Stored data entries
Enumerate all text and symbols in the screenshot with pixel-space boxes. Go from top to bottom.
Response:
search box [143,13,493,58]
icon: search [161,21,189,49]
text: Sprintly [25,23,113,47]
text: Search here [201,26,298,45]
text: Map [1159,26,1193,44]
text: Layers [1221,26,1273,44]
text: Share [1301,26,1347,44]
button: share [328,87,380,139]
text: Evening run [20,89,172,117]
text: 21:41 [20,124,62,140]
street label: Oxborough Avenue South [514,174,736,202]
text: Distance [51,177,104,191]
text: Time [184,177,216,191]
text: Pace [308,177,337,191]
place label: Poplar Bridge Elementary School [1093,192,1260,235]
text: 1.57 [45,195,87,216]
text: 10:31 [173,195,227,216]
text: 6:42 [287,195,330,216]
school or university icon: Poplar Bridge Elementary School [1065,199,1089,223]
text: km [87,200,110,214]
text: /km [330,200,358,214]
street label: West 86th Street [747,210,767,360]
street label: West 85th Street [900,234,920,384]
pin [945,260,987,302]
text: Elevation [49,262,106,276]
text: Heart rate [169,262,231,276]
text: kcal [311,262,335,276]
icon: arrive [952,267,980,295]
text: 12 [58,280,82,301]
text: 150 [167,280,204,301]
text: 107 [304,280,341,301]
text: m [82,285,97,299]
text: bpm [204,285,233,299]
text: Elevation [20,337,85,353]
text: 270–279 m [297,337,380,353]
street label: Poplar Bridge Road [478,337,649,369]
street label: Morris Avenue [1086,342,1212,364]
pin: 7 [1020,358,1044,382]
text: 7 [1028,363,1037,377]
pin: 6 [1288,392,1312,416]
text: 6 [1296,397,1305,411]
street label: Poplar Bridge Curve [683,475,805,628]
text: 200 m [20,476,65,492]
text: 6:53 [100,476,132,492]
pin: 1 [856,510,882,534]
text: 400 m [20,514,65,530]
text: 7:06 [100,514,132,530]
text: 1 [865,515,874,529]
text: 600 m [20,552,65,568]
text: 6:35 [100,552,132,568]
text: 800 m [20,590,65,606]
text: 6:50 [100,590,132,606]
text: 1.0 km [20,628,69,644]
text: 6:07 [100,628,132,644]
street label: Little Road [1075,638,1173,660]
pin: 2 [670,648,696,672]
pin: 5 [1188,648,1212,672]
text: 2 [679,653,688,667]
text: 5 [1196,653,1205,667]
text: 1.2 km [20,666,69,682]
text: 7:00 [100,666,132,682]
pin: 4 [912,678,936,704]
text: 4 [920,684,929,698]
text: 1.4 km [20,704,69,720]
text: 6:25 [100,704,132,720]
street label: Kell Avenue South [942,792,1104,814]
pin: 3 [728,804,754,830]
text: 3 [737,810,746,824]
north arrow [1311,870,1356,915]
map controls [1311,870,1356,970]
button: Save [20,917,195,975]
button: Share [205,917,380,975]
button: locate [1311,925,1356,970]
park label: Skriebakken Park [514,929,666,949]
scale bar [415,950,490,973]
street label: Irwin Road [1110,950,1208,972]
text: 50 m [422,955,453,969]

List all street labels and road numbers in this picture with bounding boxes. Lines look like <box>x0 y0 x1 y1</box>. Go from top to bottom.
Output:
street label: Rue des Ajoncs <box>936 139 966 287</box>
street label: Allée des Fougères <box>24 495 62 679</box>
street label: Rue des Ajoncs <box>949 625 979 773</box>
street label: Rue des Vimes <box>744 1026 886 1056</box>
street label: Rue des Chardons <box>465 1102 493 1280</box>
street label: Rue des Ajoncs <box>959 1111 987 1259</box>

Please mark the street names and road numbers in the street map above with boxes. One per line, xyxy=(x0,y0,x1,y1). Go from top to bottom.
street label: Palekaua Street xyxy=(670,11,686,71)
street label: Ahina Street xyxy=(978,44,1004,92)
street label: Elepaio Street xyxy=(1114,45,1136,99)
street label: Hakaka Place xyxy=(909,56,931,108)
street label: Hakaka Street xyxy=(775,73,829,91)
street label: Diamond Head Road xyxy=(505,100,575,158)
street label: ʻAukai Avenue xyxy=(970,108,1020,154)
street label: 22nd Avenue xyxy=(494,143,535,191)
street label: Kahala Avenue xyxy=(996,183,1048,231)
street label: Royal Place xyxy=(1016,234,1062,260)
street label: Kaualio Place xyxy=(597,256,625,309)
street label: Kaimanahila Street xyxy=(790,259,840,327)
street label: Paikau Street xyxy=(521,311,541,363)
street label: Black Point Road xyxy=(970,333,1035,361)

*ASSIGNED TASK*: The answer should be an exact reproduction of all the entries.

*OUTPUT OF THE TASK*:
Enumerate all text and symbols in the screenshot with pixel-space boxes. Go from top to bottom.
Response:
search box [143,13,493,58]
icon: search [161,21,189,49]
text: Sprintly [25,23,113,47]
text: Search here [201,26,298,45]
text: Map [1159,26,1193,44]
text: Layers [1221,26,1273,44]
text: Share [1301,26,1347,44]
button: share [328,87,380,139]
text: Evening run [20,89,172,117]
text: 21:41 [20,124,62,140]
street label: Oxborough Avenue South [514,174,736,202]
text: Distance [51,177,104,191]
text: Time [184,177,216,191]
text: Pace [308,177,337,191]
place label: Poplar Bridge Elementary School [1093,192,1260,235]
text: 1.57 [45,195,87,216]
text: 10:31 [173,195,227,216]
text: 6:42 [287,195,330,216]
school or university icon: Poplar Bridge Elementary School [1065,199,1089,223]
text: km [87,200,110,214]
text: /km [330,200,358,214]
street label: West 86th Street [747,210,767,360]
street label: West 85th Street [900,234,920,384]
pin [945,260,987,302]
text: Elevation [49,262,106,276]
text: Heart rate [169,262,231,276]
text: kcal [311,262,335,276]
icon: arrive [952,267,980,295]
text: 12 [58,280,82,301]
text: 150 [167,280,204,301]
text: 107 [304,280,341,301]
text: m [82,285,97,299]
text: bpm [204,285,233,299]
text: Elevation [20,337,85,353]
text: 270–279 m [297,337,380,353]
street label: Poplar Bridge Road [478,337,649,369]
street label: Morris Avenue [1086,342,1212,364]
pin: 7 [1020,358,1044,382]
text: 7 [1028,363,1037,377]
pin: 6 [1288,392,1312,416]
text: 6 [1296,397,1305,411]
street label: Poplar Bridge Curve [683,475,805,628]
text: 200 m [20,476,65,492]
text: 6:53 [100,476,132,492]
pin: 1 [856,510,882,534]
text: 400 m [20,514,65,530]
text: 7:06 [100,514,132,530]
text: 1 [865,515,874,529]
text: 600 m [20,552,65,568]
text: 6:35 [100,552,132,568]
text: 800 m [20,590,65,606]
text: 6:50 [100,590,132,606]
text: 1.0 km [20,628,69,644]
text: 6:07 [100,628,132,644]
street label: Little Road [1075,638,1173,660]
pin: 2 [670,648,696,672]
pin: 5 [1188,648,1212,672]
text: 2 [679,653,688,667]
text: 5 [1196,653,1205,667]
text: 1.2 km [20,666,69,682]
text: 7:00 [100,666,132,682]
pin: 4 [912,678,936,704]
text: 4 [920,684,929,698]
text: 1.4 km [20,704,69,720]
text: 6:25 [100,704,132,720]
street label: Kell Avenue South [942,792,1104,814]
pin: 3 [728,804,754,830]
text: 3 [737,810,746,824]
north arrow [1311,870,1356,915]
map controls [1311,870,1356,970]
button: Save [20,917,195,975]
button: Share [205,917,380,975]
button: locate [1311,925,1356,970]
park label: Skriebakken Park [514,929,666,949]
scale bar [415,950,490,973]
street label: Irwin Road [1110,950,1208,972]
text: 50 m [422,955,453,969]

List all street labels and road numbers in this picture with bounding boxes. Lines look like <box>x0 y0 x1 y1</box>. Go from top to bottom.
Output:
street label: Rue des Ajoncs <box>936 139 966 287</box>
street label: Allée des Fougères <box>24 495 62 679</box>
street label: Rue des Ajoncs <box>949 625 979 773</box>
street label: Rue des Vimes <box>744 1026 886 1056</box>
street label: Rue des Chardons <box>465 1102 493 1280</box>
street label: Rue des Ajoncs <box>959 1111 987 1259</box>

Please mark the street names and road numbers in the street map above with boxes. One per line, xyxy=(x0,y0,x1,y1). Go from top to bottom.
street label: Palekaua Street xyxy=(670,11,686,71)
street label: Ahina Street xyxy=(978,44,1004,92)
street label: Elepaio Street xyxy=(1114,45,1136,99)
street label: Hakaka Place xyxy=(909,56,931,108)
street label: Hakaka Street xyxy=(775,73,829,91)
street label: Diamond Head Road xyxy=(505,100,575,158)
street label: ʻAukai Avenue xyxy=(970,108,1020,154)
street label: 22nd Avenue xyxy=(494,143,535,191)
street label: Kahala Avenue xyxy=(996,183,1048,231)
street label: Royal Place xyxy=(1016,234,1062,260)
street label: Kaualio Place xyxy=(597,256,625,309)
street label: Kaimanahila Street xyxy=(790,259,840,327)
street label: Paikau Street xyxy=(521,311,541,363)
street label: Black Point Road xyxy=(970,333,1035,361)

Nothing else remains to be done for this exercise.